*What the task requires*.
With the pictures left out, write every entry down exactly.

Collected data:
_ _ _ _

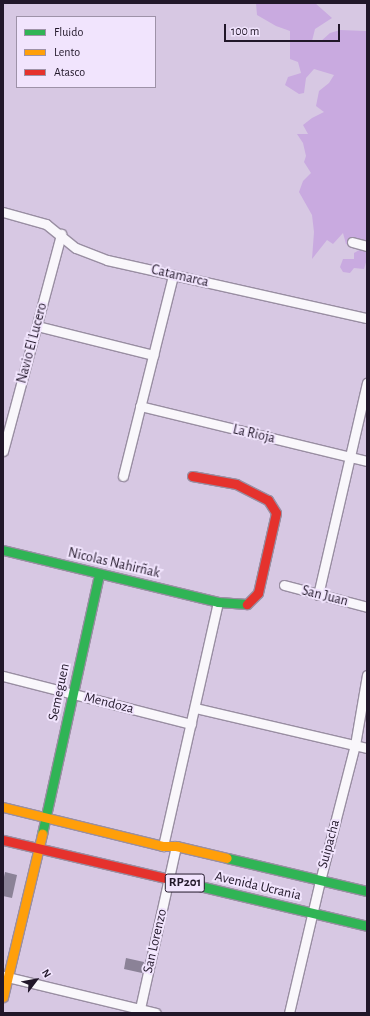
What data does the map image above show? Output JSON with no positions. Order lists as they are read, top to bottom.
{
  "streets": {
    "street": [
      "Catamarca",
      "Navio El Lucero",
      "La Rioja",
      "Nicolas Nahirñak",
      "San Juan",
      "Semeguen",
      "Mendoza",
      "Suipacha",
      "RP201",
      "Avenida Ucrania",
      "San Lorenzo"
    ]
  },
  "crossings": [
    ["Catamarca", "Navio El Lucero"],
    ["Nicolas Nahirñak", "Semeguen"],
    ["Semeguen", "Mendoza"],
    ["Semeguen", "Avenida Ucrania"],
    ["Suipacha", "Avenida Ucrania"],
    ["Avenida Ucrania", "San Lorenzo"]
  ],
  "legend": ["Fluido", "Lento", "Atasco"],
  "scale_bar": "100 m",
  "north": "top right"
}
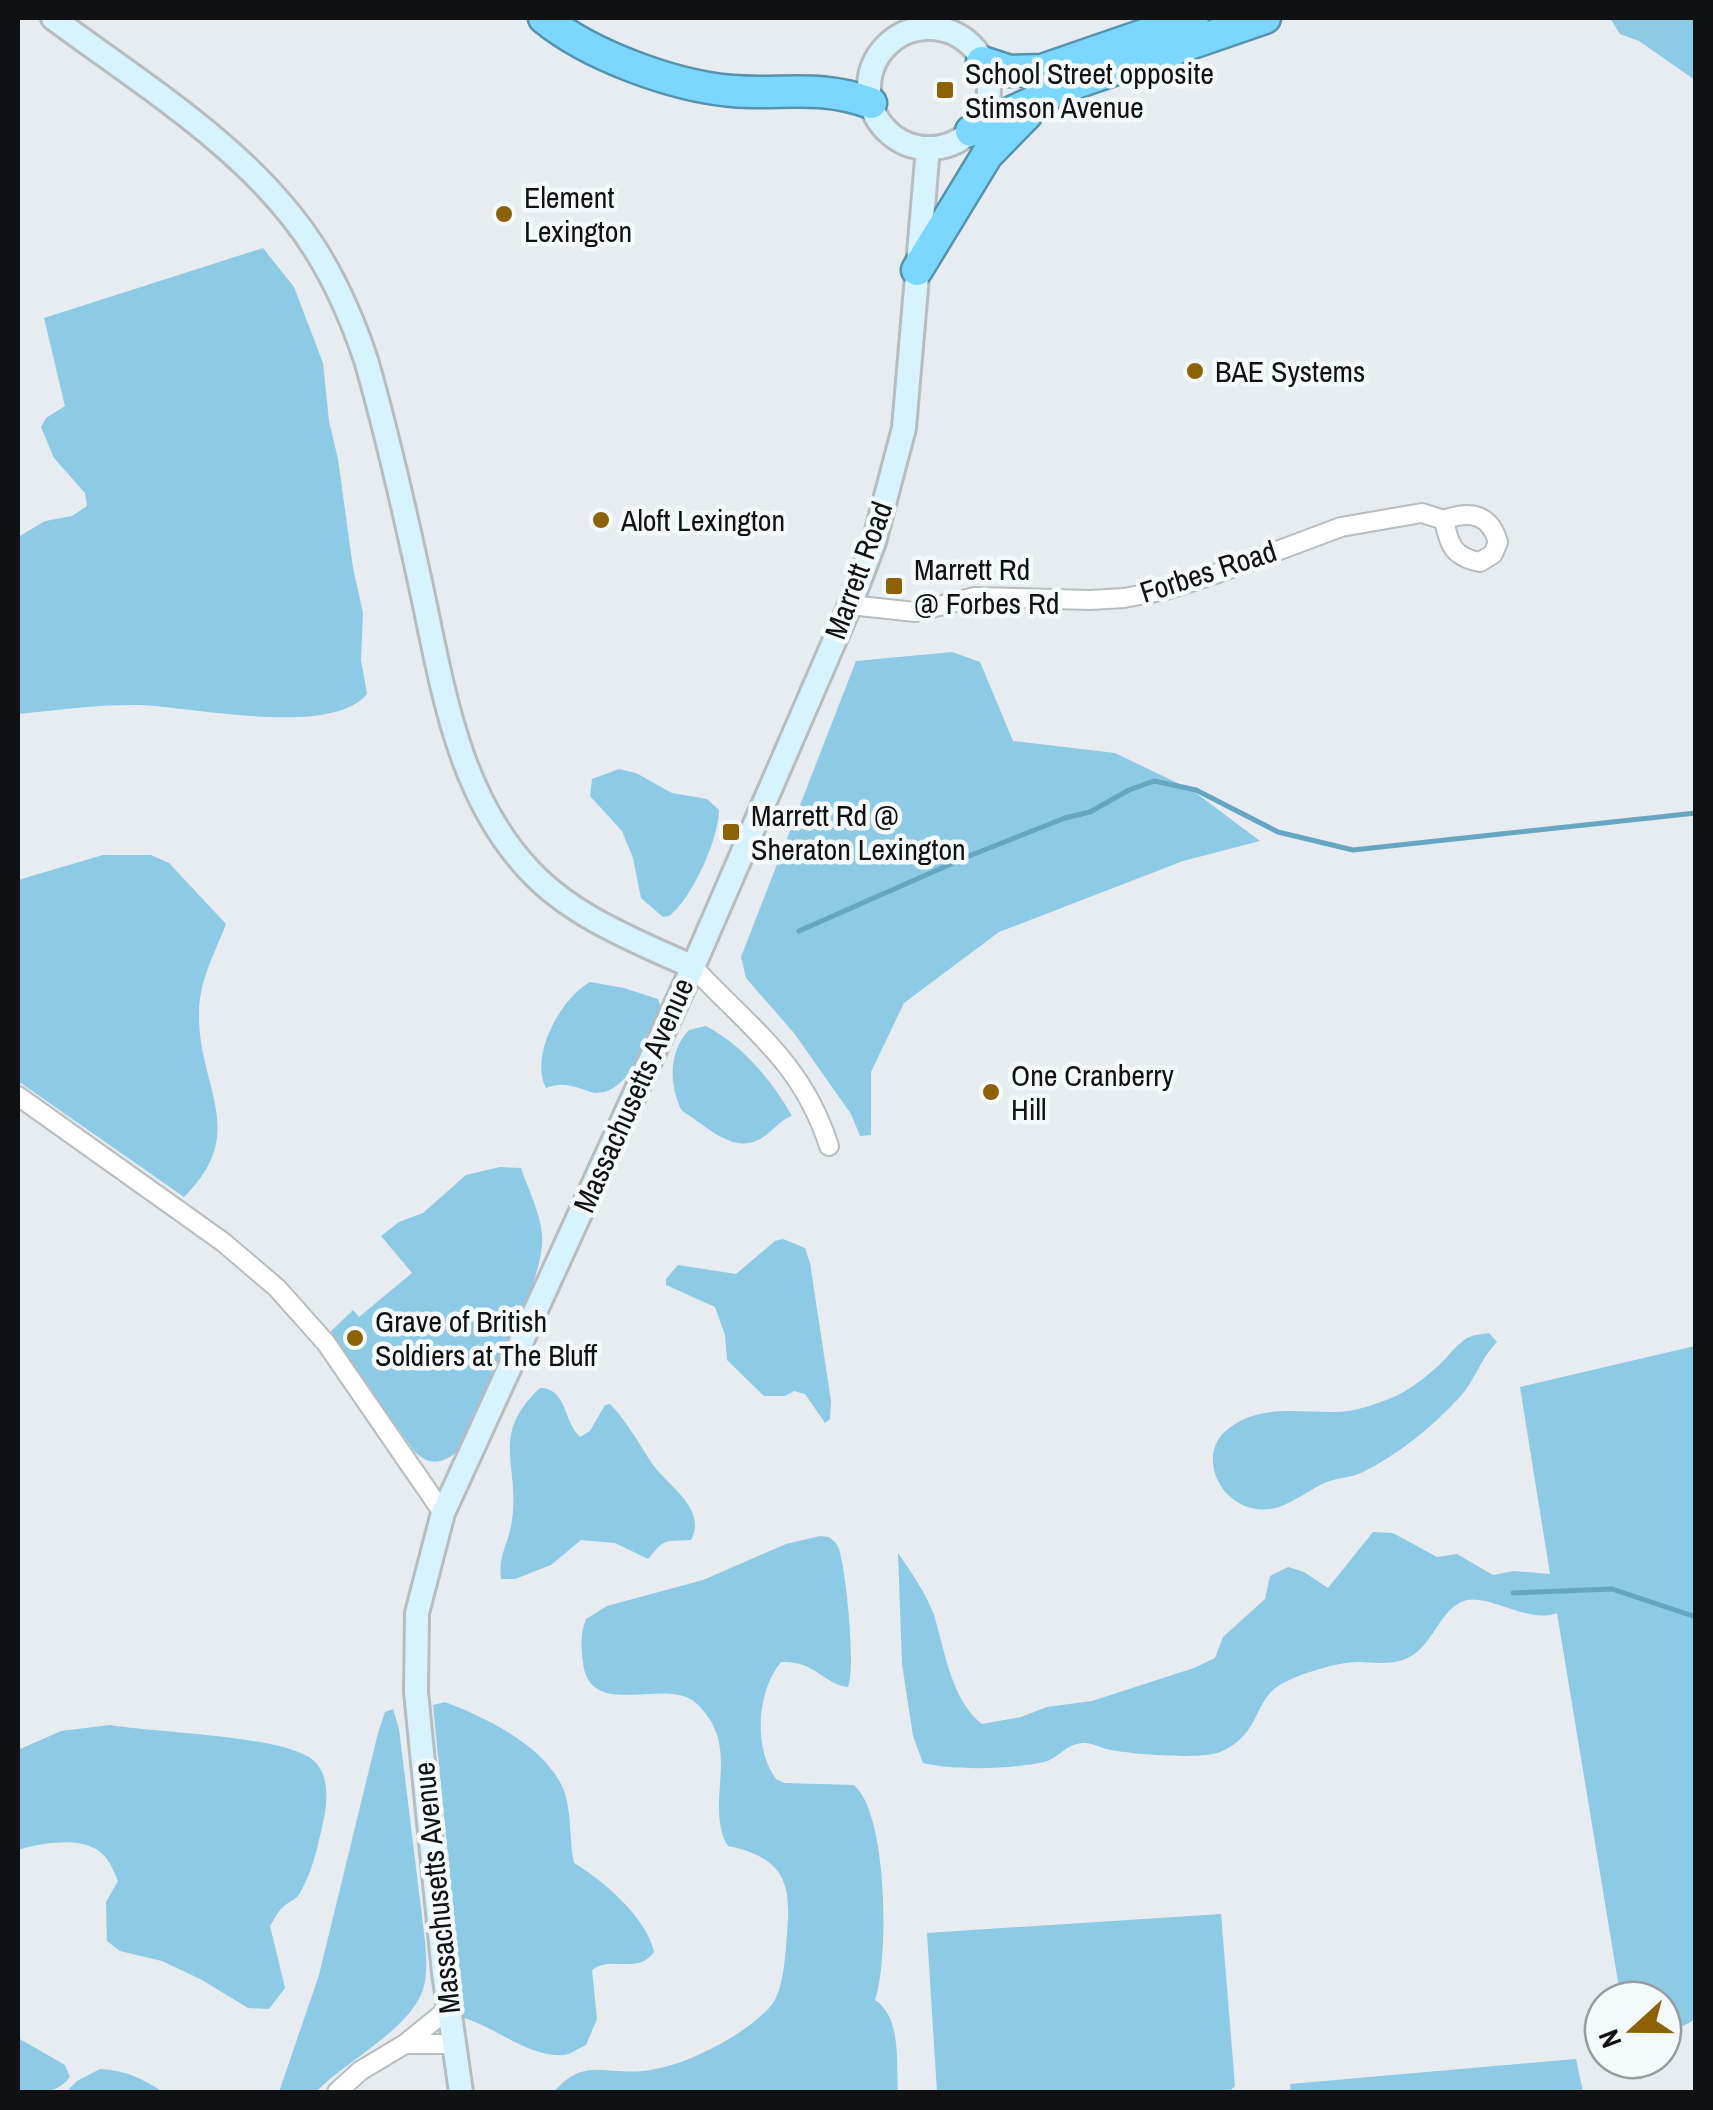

_ _ _ _

*Task output*.
What data does the map image above show? Output JSON with no positions. Order lists as they are read, top to bottom.
{
  "streets": {
    "street": [
      "Catamarca",
      "Navio El Lucero",
      "La Rioja",
      "Nicolas Nahirñak",
      "San Juan",
      "Semeguen",
      "Mendoza",
      "Suipacha",
      "RP201",
      "Avenida Ucrania",
      "San Lorenzo"
    ]
  },
  "crossings": [
    ["Catamarca", "Navio El Lucero"],
    ["Nicolas Nahirñak", "Semeguen"],
    ["Semeguen", "Mendoza"],
    ["Semeguen", "Avenida Ucrania"],
    ["Suipacha", "Avenida Ucrania"],
    ["Avenida Ucrania", "San Lorenzo"]
  ],
  "legend": ["Fluido", "Lento", "Atasco"],
  "scale_bar": "100 m",
  "north": "top right"
}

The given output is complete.